Closing channels in Go

Question

I am learning how channels work in Go and have stumbled upon a problem with closing the channels. This is a modified example from A Tour of Go, which generates n-1 fibonacci numbers and sends them through the channels, leaving the last "element" of the channel capacity unused.

func fibonacci(n int, c chan int) {
    x, y := 0, 1
    for i := 0; i < n-1; i++ {
        c <- x
        x, y = y, x+y

    }
    // close(c) // It's commented out on purpose
}

func main() {
    n := 10
    c := make(chan int, n)
    go fibonacci(n, c)

    for i := 0; i < n; i++ {
        _, ok := <-c
        fmt.Println(ok)
    }
}

The problem is that I get:

fatal error: all goroutines are asleep - deadlock!

when I do not close the channel.

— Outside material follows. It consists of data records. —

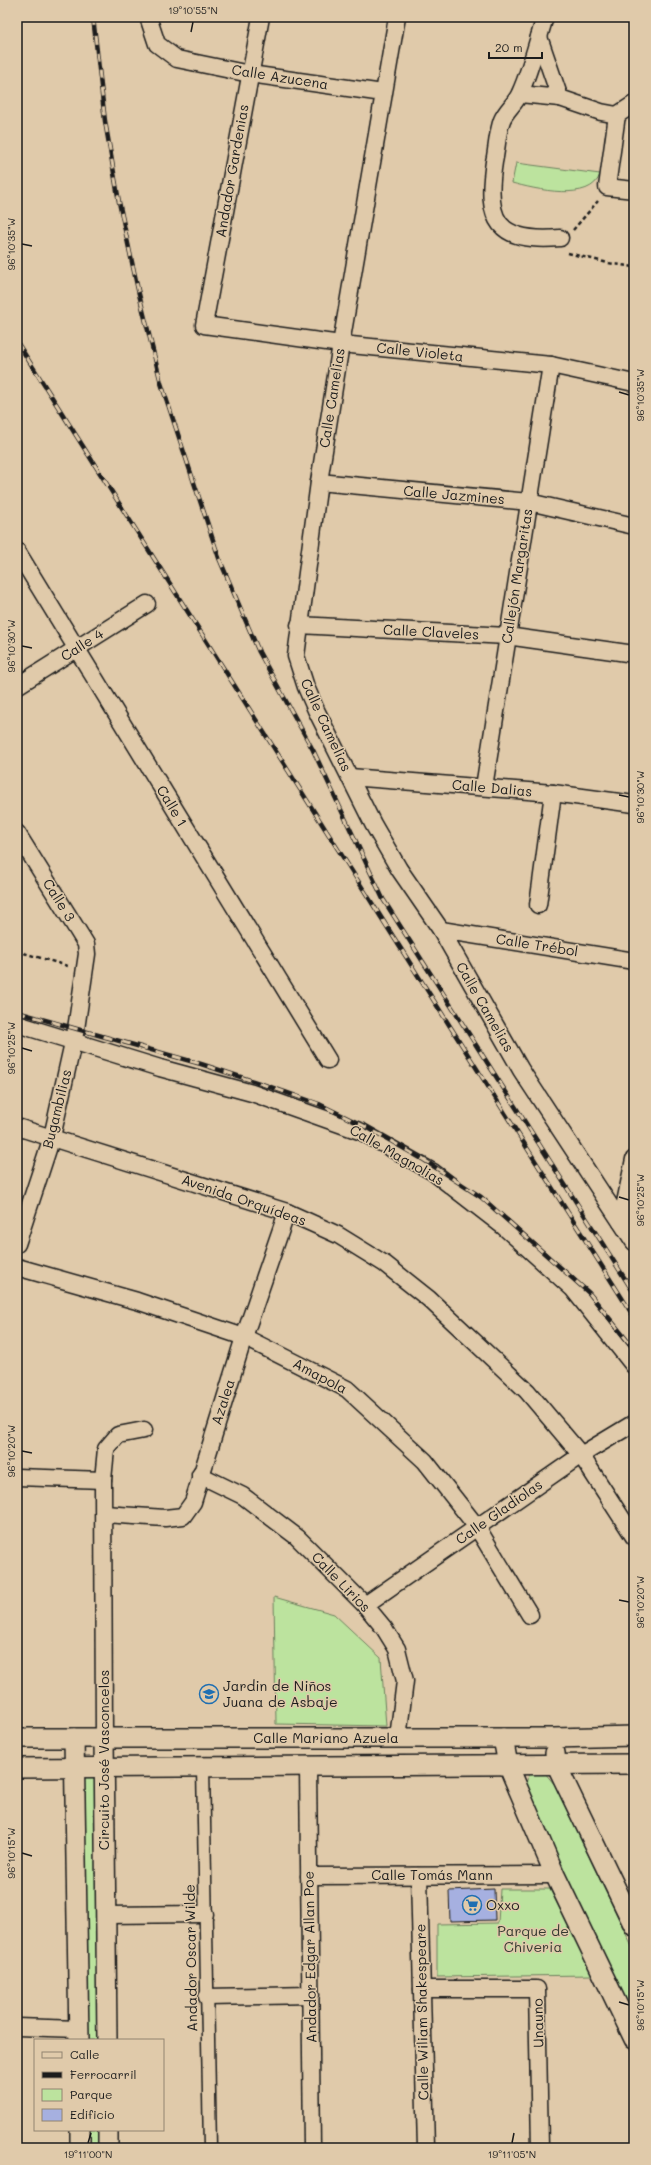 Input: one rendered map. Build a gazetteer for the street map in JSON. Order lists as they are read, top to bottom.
{
  "streets": {
    "street": [
      "Calle Azucena",
      "Andador Gardenias",
      "Calle Violeta",
      "Calle Camelias",
      "Calle Jazmines",
      "Callejón Margaritas",
      "Calle Claveles",
      "Calle 4",
      "Calle Dalias",
      "Calle 1",
      "Calle 3",
      "Calle Trébol",
      "Bugambilias",
      "Calle Magnolias",
      "Avenida Orquídeas",
      "Amapola",
      "Azalea",
      "Calle Gladiolas",
      "Calle Lirios",
      "Calle Mariano Azuela",
      "Circuito José Vasconcelos",
      "Calle Tomás Mann",
      "Andador Edgar Allan Poe",
      "Andador Oscar Wilde",
      "Calle Wiliam Shakespeare",
      "Unauno"
    ]
  },
  "crossings": [
    ["Calle Azucena", "Andador Gardenias"],
    ["Calle Azucena", "Calle Camelias"],
    ["Andador Gardenias", "Calle Violeta"],
    ["Calle Violeta", "Calle Camelias"],
    ["Calle Violeta", "Callejón Margaritas"],
    ["Calle Camelias", "Calle Jazmines"],
    ["Calle Camelias", "Calle Claveles"],
    ["Calle Camelias", "Calle Dalias"],
    ["Calle Camelias", "Calle Trébol"],
    ["Calle Jazmines", "Callejón Margaritas"],
    ["Callejón Margaritas", "Calle Claveles"],
    ["Callejón Margaritas", "Calle Dalias"],
    ["Calle 4", "Calle 1"],
    ["Calle 3", "Bugambilias"],
    ["Bugambilias", "Calle Magnolias"],
    ["Bugambilias", "Avenida Orquídeas"],
    ["Avenida Orquídeas", "Azalea"],
    ["Avenida Orquídeas", "Calle Gladiolas"],
    ["Amapola", "Azalea"],
    ["Amapola", "Calle Gladiolas"],
    ["Azalea", "Calle Lirios"],
    ["Azalea", "Circuito José Vasconcelos"],
    ["Calle Gladiolas", "Calle Lirios"],
    ["Calle Lirios", "Calle Mariano Azuela"],
    ["Calle Mariano Azuela", "Circuito José Vasconcelos"],
    ["Calle Mariano Azuela", "Andador Edgar Allan Poe"],
    ["Calle Mariano Azuela", "Andador Oscar Wilde"],
    ["Calle Tomás Mann", "Andador Edgar Allan Poe"],
    ["Calle Tomás Mann", "Calle Wiliam Shakespeare"],
    ["Calle Wiliam Shakespeare", "Unauno"]
  ],
  "parks": ["Parque de Chiveria"],
  "places": {
    "school or university": ["Jardin de Niños Juana de Asbaje"],
    "supermarket": ["Oxxo"]
  },
  "legend": [
    "Calle",
    "Ferrocarril",
    "Parque",
    "Edificio"
  ],
  "scale_bar": "20 m",
  "coordinates": [
    "19°10'55\"N",
    "96°10'35\"W",
    "96°10'30\"W",
    "96°10'25\"W",
    "96°10'20\"W",
    "96°10'15\"W",
    "19°11'00\"N",
    "19°11'05\"N"
  ]
} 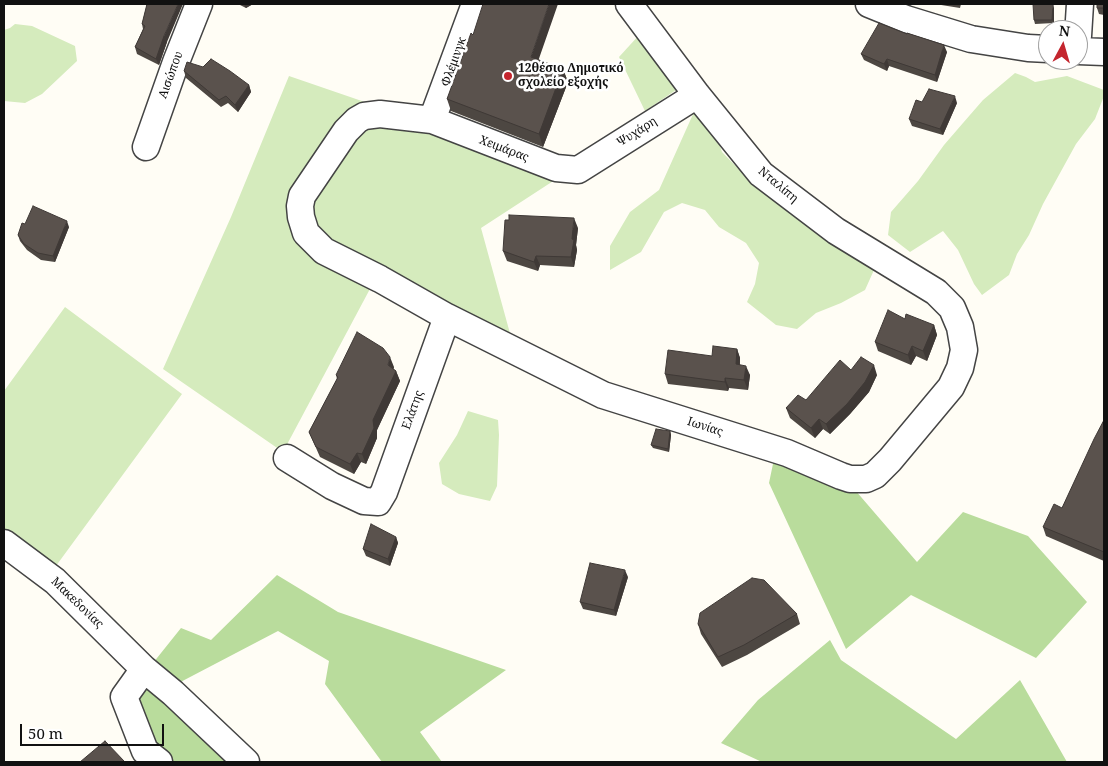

What exactly is causing the deadlock? Why can't I receive from the channel in its capacity boundaries when I don't close it?

helmbert · Accepted Answer

You're writing n values into the channel (from 0 to n-1), but are trying to read n+1 values from the channel (from 0 to n). Without explicitly closing the channel, the main function will wait forever for this last value.

What exactly is causing the deadlock?

After n iterations, the goroutine running the fibonacci function will exit. After this goroutine has exited, the only remaining goroutine in your program is the main goroutine, and this goroutine is waiting for some data to be written to the c channel -- and since there is no other goroutine left that might ever write data into this channel, it will wait forever. This is exactly what the error message is trying to tell you: "all goroutines ("all" is just "one", here) are asleep".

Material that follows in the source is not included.